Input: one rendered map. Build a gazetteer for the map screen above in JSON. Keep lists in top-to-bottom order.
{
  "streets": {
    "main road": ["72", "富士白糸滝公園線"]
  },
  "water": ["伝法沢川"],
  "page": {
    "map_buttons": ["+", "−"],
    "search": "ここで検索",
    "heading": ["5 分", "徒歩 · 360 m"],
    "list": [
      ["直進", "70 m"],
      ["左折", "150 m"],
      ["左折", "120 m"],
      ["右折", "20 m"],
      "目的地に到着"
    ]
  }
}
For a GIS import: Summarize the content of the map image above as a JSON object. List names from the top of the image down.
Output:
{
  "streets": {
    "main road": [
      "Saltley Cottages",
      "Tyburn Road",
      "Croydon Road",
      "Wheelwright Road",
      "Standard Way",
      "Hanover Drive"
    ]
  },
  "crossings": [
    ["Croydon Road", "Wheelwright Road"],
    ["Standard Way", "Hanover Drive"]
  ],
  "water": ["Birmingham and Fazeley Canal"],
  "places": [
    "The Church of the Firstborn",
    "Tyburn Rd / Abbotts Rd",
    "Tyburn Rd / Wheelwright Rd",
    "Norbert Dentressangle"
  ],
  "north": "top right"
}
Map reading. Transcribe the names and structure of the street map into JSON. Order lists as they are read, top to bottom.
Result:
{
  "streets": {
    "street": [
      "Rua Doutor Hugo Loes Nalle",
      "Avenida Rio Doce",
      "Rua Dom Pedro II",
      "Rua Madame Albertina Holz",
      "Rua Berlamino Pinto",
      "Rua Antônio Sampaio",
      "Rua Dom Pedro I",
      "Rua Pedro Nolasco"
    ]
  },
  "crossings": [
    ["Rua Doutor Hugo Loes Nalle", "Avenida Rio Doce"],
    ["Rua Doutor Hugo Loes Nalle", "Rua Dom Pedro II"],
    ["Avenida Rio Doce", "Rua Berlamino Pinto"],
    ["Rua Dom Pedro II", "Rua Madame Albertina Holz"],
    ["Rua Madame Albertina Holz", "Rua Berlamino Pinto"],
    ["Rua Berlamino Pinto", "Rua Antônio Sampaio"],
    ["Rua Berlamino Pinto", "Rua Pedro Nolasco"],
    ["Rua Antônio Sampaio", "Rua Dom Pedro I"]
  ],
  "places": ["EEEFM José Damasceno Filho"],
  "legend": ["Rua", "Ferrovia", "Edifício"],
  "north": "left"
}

----

Now write the data shown above out again, word for word.

→ Exercise response:
Input: one rendered map. Build a gazetteer for the map screen above in JSON. Keep lists in top-to-bottom order.
{
  "streets": {
    "main road": ["72", "富士白糸滝公園線"]
  },
  "water": ["伝法沢川"],
  "page": {
    "map_buttons": ["+", "−"],
    "search": "ここで検索",
    "heading": ["5 分", "徒歩 · 360 m"],
    "list": [
      ["直進", "70 m"],
      ["左折", "150 m"],
      ["左折", "120 m"],
      ["右折", "20 m"],
      "目的地に到着"
    ]
  }
}
For a GIS import: Summarize the content of the map image above as a JSON object. List names from the top of the image down.
Output:
{
  "streets": {
    "main road": [
      "Saltley Cottages",
      "Tyburn Road",
      "Croydon Road",
      "Wheelwright Road",
      "Standard Way",
      "Hanover Drive"
    ]
  },
  "crossings": [
    ["Croydon Road", "Wheelwright Road"],
    ["Standard Way", "Hanover Drive"]
  ],
  "water": ["Birmingham and Fazeley Canal"],
  "places": [
    "The Church of the Firstborn",
    "Tyburn Rd / Abbotts Rd",
    "Tyburn Rd / Wheelwright Rd",
    "Norbert Dentressangle"
  ],
  "north": "top right"
}
Map reading. Transcribe the names and structure of the street map into JSON. Order lists as they are read, top to bottom.
Result:
{
  "streets": {
    "street": [
      "Rua Doutor Hugo Loes Nalle",
      "Avenida Rio Doce",
      "Rua Dom Pedro II",
      "Rua Madame Albertina Holz",
      "Rua Berlamino Pinto",
      "Rua Antônio Sampaio",
      "Rua Dom Pedro I",
      "Rua Pedro Nolasco"
    ]
  },
  "crossings": [
    ["Rua Doutor Hugo Loes Nalle", "Avenida Rio Doce"],
    ["Rua Doutor Hugo Loes Nalle", "Rua Dom Pedro II"],
    ["Avenida Rio Doce", "Rua Berlamino Pinto"],
    ["Rua Dom Pedro II", "Rua Madame Albertina Holz"],
    ["Rua Madame Albertina Holz", "Rua Berlamino Pinto"],
    ["Rua Berlamino Pinto", "Rua Antônio Sampaio"],
    ["Rua Berlamino Pinto", "Rua Pedro Nolasco"],
    ["Rua Antônio Sampaio", "Rua Dom Pedro I"]
  ],
  "places": ["EEEFM José Damasceno Filho"],
  "legend": ["Rua", "Ferrovia", "Edifício"],
  "north": "left"
}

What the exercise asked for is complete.